START DATA IN THIS EXERCISE
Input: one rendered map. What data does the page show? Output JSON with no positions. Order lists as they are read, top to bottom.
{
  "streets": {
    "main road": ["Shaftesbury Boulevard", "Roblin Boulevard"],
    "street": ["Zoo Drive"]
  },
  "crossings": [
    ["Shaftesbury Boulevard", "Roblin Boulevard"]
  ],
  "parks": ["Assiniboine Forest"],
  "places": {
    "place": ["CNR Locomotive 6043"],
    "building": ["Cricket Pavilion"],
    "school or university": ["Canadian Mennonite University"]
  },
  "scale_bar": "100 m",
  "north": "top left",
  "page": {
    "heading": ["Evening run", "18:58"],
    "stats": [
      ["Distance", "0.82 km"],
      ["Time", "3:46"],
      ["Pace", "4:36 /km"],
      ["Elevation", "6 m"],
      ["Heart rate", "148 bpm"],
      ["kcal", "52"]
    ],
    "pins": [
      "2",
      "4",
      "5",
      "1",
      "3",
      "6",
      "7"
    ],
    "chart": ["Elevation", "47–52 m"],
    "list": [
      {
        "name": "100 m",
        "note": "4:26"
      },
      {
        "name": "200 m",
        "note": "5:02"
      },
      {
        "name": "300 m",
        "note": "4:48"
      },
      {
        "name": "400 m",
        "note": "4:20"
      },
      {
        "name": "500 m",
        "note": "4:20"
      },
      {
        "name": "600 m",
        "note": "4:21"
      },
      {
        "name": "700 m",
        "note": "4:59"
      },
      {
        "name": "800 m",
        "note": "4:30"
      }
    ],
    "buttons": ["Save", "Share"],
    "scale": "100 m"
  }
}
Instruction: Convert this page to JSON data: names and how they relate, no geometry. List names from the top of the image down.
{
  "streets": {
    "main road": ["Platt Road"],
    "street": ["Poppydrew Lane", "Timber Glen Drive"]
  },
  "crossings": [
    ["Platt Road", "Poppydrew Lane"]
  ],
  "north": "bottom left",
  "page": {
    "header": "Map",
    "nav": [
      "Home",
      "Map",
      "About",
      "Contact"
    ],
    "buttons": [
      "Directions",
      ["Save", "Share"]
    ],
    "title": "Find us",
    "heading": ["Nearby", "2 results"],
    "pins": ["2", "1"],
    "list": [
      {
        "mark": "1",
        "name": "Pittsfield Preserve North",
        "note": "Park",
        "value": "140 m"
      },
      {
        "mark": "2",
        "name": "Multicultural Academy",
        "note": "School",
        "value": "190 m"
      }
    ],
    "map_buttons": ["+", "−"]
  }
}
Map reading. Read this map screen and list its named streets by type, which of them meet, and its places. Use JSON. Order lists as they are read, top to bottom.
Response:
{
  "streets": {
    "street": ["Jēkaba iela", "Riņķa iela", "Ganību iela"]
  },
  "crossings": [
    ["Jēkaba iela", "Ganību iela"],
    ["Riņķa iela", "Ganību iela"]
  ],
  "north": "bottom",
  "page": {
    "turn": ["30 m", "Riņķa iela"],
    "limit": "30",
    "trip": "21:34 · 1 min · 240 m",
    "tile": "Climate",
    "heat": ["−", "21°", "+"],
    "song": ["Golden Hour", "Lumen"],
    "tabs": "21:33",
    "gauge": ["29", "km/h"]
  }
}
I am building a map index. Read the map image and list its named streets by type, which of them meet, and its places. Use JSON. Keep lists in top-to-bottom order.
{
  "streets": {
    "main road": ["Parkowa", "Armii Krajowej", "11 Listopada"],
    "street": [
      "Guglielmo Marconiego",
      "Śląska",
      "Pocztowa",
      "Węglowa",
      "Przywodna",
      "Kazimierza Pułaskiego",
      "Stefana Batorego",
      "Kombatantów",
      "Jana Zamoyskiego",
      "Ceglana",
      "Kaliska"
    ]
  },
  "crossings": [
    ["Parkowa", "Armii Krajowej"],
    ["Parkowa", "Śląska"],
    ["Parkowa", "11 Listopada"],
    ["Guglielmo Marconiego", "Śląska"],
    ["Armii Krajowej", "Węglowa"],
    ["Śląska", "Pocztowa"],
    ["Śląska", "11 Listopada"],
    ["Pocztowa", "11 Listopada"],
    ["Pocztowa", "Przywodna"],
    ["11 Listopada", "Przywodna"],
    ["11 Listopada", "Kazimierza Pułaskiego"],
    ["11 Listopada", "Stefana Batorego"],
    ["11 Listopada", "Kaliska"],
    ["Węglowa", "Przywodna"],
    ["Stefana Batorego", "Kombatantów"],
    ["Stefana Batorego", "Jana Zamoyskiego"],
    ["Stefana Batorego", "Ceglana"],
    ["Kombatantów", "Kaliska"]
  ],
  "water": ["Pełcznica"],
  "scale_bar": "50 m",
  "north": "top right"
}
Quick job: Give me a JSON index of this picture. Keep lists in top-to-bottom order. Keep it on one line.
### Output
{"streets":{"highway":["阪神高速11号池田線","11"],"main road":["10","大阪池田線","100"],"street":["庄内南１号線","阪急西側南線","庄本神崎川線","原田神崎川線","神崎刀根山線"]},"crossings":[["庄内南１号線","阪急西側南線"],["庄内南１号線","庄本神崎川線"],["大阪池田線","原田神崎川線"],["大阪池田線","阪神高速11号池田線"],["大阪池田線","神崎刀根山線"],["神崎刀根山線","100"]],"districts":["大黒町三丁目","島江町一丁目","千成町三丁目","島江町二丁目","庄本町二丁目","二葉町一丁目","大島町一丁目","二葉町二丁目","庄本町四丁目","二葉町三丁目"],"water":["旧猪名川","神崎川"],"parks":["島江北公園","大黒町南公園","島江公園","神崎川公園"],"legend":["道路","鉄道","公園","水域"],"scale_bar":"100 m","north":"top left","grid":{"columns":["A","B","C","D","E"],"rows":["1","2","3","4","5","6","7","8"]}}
END DATA IN THIS EXERCISE
**EXERCISE BRIEF**.
Each record above is to be printed again exactly as written.

**THE ANSWER**.
Input: one rendered map. What data does the page show? Output JSON with no positions. Order lists as they are read, top to bottom.
{
  "streets": {
    "main road": ["Shaftesbury Boulevard", "Roblin Boulevard"],
    "street": ["Zoo Drive"]
  },
  "crossings": [
    ["Shaftesbury Boulevard", "Roblin Boulevard"]
  ],
  "parks": ["Assiniboine Forest"],
  "places": {
    "place": ["CNR Locomotive 6043"],
    "building": ["Cricket Pavilion"],
    "school or university": ["Canadian Mennonite University"]
  },
  "scale_bar": "100 m",
  "north": "top left",
  "page": {
    "heading": ["Evening run", "18:58"],
    "stats": [
      ["Distance", "0.82 km"],
      ["Time", "3:46"],
      ["Pace", "4:36 /km"],
      ["Elevation", "6 m"],
      ["Heart rate", "148 bpm"],
      ["kcal", "52"]
    ],
    "pins": [
      "2",
      "4",
      "5",
      "1",
      "3",
      "6",
      "7"
    ],
    "chart": ["Elevation", "47–52 m"],
    "list": [
      {
        "name": "100 m",
        "note": "4:26"
      },
      {
        "name": "200 m",
        "note": "5:02"
      },
      {
        "name": "300 m",
        "note": "4:48"
      },
      {
        "name": "400 m",
        "note": "4:20"
      },
      {
        "name": "500 m",
        "note": "4:20"
      },
      {
        "name": "600 m",
        "note": "4:21"
      },
      {
        "name": "700 m",
        "note": "4:59"
      },
      {
        "name": "800 m",
        "note": "4:30"
      }
    ],
    "buttons": ["Save", "Share"],
    "scale": "100 m"
  }
}
Instruction: Convert this page to JSON data: names and how they relate, no geometry. List names from the top of the image down.
{
  "streets": {
    "main road": ["Platt Road"],
    "street": ["Poppydrew Lane", "Timber Glen Drive"]
  },
  "crossings": [
    ["Platt Road", "Poppydrew Lane"]
  ],
  "north": "bottom left",
  "page": {
    "header": "Map",
    "nav": [
      "Home",
      "Map",
      "About",
      "Contact"
    ],
    "buttons": [
      "Directions",
      ["Save", "Share"]
    ],
    "title": "Find us",
    "heading": ["Nearby", "2 results"],
    "pins": ["2", "1"],
    "list": [
      {
        "mark": "1",
        "name": "Pittsfield Preserve North",
        "note": "Park",
        "value": "140 m"
      },
      {
        "mark": "2",
        "name": "Multicultural Academy",
        "note": "School",
        "value": "190 m"
      }
    ],
    "map_buttons": ["+", "−"]
  }
}
Map reading. Read this map screen and list its named streets by type, which of them meet, and its places. Use JSON. Order lists as they are read, top to bottom.
Response:
{
  "streets": {
    "street": ["Jēkaba iela", "Riņķa iela", "Ganību iela"]
  },
  "crossings": [
    ["Jēkaba iela", "Ganību iela"],
    ["Riņķa iela", "Ganību iela"]
  ],
  "north": "bottom",
  "page": {
    "turn": ["30 m", "Riņķa iela"],
    "limit": "30",
    "trip": "21:34 · 1 min · 240 m",
    "tile": "Climate",
    "heat": ["−", "21°", "+"],
    "song": ["Golden Hour", "Lumen"],
    "tabs": "21:33",
    "gauge": ["29", "km/h"]
  }
}
I am building a map index. Read the map image and list its named streets by type, which of them meet, and its places. Use JSON. Keep lists in top-to-bottom order.
{
  "streets": {
    "main road": ["Parkowa", "Armii Krajowej", "11 Listopada"],
    "street": [
      "Guglielmo Marconiego",
      "Śląska",
      "Pocztowa",
      "Węglowa",
      "Przywodna",
      "Kazimierza Pułaskiego",
      "Stefana Batorego",
      "Kombatantów",
      "Jana Zamoyskiego",
      "Ceglana",
      "Kaliska"
    ]
  },
  "crossings": [
    ["Parkowa", "Armii Krajowej"],
    ["Parkowa", "Śląska"],
    ["Parkowa", "11 Listopada"],
    ["Guglielmo Marconiego", "Śląska"],
    ["Armii Krajowej", "Węglowa"],
    ["Śląska", "Pocztowa"],
    ["Śląska", "11 Listopada"],
    ["Pocztowa", "11 Listopada"],
    ["Pocztowa", "Przywodna"],
    ["11 Listopada", "Przywodna"],
    ["11 Listopada", "Kazimierza Pułaskiego"],
    ["11 Listopada", "Stefana Batorego"],
    ["11 Listopada", "Kaliska"],
    ["Węglowa", "Przywodna"],
    ["Stefana Batorego", "Kombatantów"],
    ["Stefana Batorego", "Jana Zamoyskiego"],
    ["Stefana Batorego", "Ceglana"],
    ["Kombatantów", "Kaliska"]
  ],
  "water": ["Pełcznica"],
  "scale_bar": "50 m",
  "north": "top right"
}
Quick job: Give me a JSON index of this picture. Keep lists in top-to-bottom order. Keep it on one line.
### Output
{"streets":{"highway":["阪神高速11号池田線","11"],"main road":["10","大阪池田線","100"],"street":["庄内南１号線","阪急西側南線","庄本神崎川線","原田神崎川線","神崎刀根山線"]},"crossings":[["庄内南１号線","阪急西側南線"],["庄内南１号線","庄本神崎川線"],["大阪池田線","原田神崎川線"],["大阪池田線","阪神高速11号池田線"],["大阪池田線","神崎刀根山線"],["神崎刀根山線","100"]],"districts":["大黒町三丁目","島江町一丁目","千成町三丁目","島江町二丁目","庄本町二丁目","二葉町一丁目","大島町一丁目","二葉町二丁目","庄本町四丁目","二葉町三丁目"],"water":["旧猪名川","神崎川"],"parks":["島江北公園","大黒町南公園","島江公園","神崎川公園"],"legend":["道路","鉄道","公園","水域"],"scale_bar":"100 m","north":"top left","grid":{"columns":["A","B","C","D","E"],"rows":["1","2","3","4","5","6","7","8"]}}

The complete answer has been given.